#### Task details:
Repeat the material exactly from its first line to the line that includes "2px #a2a2a2) drop-shadow(0". Skip pictures.

——

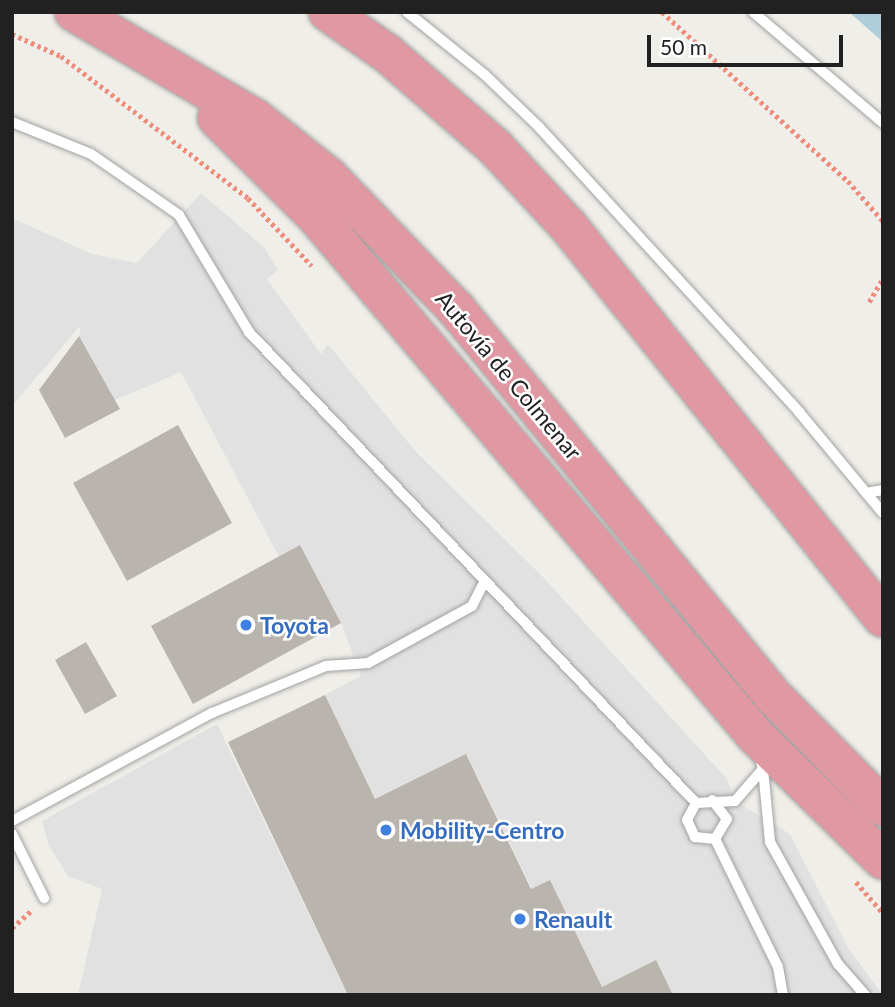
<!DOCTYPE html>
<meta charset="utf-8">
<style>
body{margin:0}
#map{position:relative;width:895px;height:1007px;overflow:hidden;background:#f0eee8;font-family:Lato,sans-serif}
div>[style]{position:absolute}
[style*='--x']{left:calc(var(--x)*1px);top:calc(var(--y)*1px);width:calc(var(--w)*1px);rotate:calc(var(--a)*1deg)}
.parking>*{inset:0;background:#e1e1e1}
.water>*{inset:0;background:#adceda}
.building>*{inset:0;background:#bab4ae}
.path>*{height:4.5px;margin-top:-2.25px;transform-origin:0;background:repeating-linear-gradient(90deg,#ee8d7c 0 3.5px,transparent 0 7px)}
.roads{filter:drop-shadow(0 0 2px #a2a2a2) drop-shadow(0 0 2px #a2a2a2)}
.service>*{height:10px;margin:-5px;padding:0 5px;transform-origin:5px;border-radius:5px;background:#fff}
.motorway>*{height:38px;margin:-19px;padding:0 19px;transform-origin:19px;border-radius:19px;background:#e098a2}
.dots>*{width:19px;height:19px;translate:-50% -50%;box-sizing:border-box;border:4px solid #fff;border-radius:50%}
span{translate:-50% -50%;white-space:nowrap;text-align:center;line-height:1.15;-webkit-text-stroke:5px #fff;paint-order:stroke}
.street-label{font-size:23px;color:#212121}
.shop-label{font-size:23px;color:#366cbe;font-weight:700}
.left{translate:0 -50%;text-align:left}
.frame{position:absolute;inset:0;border:14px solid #212121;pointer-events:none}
.scale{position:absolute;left:647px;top:35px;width:196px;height:32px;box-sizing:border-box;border:4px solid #212121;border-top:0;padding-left:9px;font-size:21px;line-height:24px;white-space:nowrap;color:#212121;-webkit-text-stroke:5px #fff;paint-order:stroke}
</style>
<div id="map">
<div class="parking">
<div style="clip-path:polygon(201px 193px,264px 247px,278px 270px,267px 279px,321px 354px,328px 344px,415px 451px,541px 575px,727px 779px,735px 801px,790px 834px,848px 948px,883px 995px,673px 995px,656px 960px,602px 987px,550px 880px,532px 889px,467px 755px,375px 799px,325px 695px,361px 676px,341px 623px,300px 546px,279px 557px,181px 372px,115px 400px,79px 336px,81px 325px,12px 406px,12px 218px,92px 254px,137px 263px)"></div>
<div style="clip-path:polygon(217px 724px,348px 995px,78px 995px,102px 889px,68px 876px,49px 846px,42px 821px)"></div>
</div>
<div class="water">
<div style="clip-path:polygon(849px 12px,883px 12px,883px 42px)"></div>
</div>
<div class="building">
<div style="clip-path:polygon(79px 336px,120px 409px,65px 438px,39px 390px)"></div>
<div style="clip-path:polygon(178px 425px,232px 523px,127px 581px,73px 483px)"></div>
<div style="clip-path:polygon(300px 545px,341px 623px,193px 704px,151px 626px)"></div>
<div style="clip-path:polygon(86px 642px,117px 696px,85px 714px,55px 660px)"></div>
<div style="clip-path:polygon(325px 695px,375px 799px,466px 754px,531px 889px,550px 880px,602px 987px,656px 960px,673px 995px,348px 995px,228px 742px)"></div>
</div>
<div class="path">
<div style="--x:662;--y:12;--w:251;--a:42.3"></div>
<div style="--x:848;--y:181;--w:53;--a:48.8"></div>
<div style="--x:12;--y:34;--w:54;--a:24.2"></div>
<div style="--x:61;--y:56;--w:235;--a:37.2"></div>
<div style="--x:248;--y:198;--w:93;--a:46.7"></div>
<div style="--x:869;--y:302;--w:28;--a:-60"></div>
<div style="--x:856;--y:882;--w:41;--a:48.9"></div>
<div style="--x:12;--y:928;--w:27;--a:-42"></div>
</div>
<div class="roads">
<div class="service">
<div style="--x:407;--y:12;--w:100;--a:38.9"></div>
<div style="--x:485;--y:75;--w:75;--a:43.9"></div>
<div style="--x:539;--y:127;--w:386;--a:47.6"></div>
<div style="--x:799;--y:412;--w:131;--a:50.3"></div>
<div style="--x:753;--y:12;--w:171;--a:40.5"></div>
<div style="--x:12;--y:122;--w:85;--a:22.1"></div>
<div style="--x:91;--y:154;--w:107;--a:34.7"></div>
<div style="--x:179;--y:215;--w:136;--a:59.1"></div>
<div style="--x:249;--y:332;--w:649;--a:46.5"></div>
<div style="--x:696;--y:803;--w:39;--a:-3"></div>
<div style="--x:735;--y:801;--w:43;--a:-48.8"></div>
<div style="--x:763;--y:769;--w:11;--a:-105"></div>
<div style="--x:866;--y:493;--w:17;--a:-10"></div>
<div style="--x:763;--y:769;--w:73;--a:84.5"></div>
<div style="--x:770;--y:842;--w:140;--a:60.9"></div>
<div style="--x:838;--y:964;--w:41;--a:48.9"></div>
<div style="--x:696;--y:803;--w:19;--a:118"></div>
<div style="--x:687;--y:820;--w:19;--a:65"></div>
<div style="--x:695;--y:837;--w:20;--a:6"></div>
<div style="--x:715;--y:839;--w:23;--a:-59"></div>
<div style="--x:727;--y:819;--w:24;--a:-128"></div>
<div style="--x:12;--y:821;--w:227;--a:-28.4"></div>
<div style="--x:212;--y:713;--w:123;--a:-22.4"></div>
<div style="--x:326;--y:666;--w:42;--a:-4.1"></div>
<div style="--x:368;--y:663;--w:119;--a:-28.7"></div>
<div style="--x:472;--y:606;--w:28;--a:-63"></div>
<div style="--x:12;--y:834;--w:72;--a:63.4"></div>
<div style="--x:715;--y:839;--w:143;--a:63.8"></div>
<div style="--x:778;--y:967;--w:28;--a:80"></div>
</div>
<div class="motorway">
<div style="--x:74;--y:12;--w:210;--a:30.4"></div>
<div style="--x:255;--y:118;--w:95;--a:38.6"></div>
<div style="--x:329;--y:177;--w:183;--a:46.1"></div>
<div style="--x:456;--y:309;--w:500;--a:50.68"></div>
<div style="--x:773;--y:696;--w:156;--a:45.3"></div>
<div style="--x:328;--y:12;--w:73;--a:35"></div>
<div style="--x:388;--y:54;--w:142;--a:41"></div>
<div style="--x:495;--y:147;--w:109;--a:47.2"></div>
<div style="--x:569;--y:227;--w:501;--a:51.23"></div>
<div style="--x:217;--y:118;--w:139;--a:44.7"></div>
<div style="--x:316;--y:216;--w:680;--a:49.77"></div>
<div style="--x:755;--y:735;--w:179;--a:44.3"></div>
</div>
</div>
<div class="dots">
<div style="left:246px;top:625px;background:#3f7fe0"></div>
<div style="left:386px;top:830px;background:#3f7fe0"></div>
<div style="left:520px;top:919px;background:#3f7fe0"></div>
</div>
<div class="street-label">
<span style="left:509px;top:375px;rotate:50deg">Autovía de Colmenar</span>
</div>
<div class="shop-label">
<span class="left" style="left:260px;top:625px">Toyota</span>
<span class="left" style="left:400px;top:830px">Mobility-Centro</span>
<span class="left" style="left:534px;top:919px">Renault</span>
</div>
<div class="frame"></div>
<div class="scale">50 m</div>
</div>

——

#### Exercise solution:
<!DOCTYPE html>
<meta charset="utf-8">
<style>
body{margin:0}
#map{position:relative;width:895px;height:1007px;overflow:hidden;background:#f0eee8;font-family:Lato,sans-serif}
div>[style]{position:absolute}
[style*='--x']{left:calc(var(--x)*1px);top:calc(var(--y)*1px);width:calc(var(--w)*1px);rotate:calc(var(--a)*1deg)}
.parking>*{inset:0;background:#e1e1e1}
.water>*{inset:0;background:#adceda}
.building>*{inset:0;background:#bab4ae}
.path>*{height:4.5px;margin-top:-2.25px;transform-origin:0;background:repeating-linear-gradient(90deg,#ee8d7c 0 3.5px,transparent 0 7px)}
.roads{filter:drop-shadow(0 0 2px #a2a2a2) drop-shadow(0 0 2px #a2a2a2)}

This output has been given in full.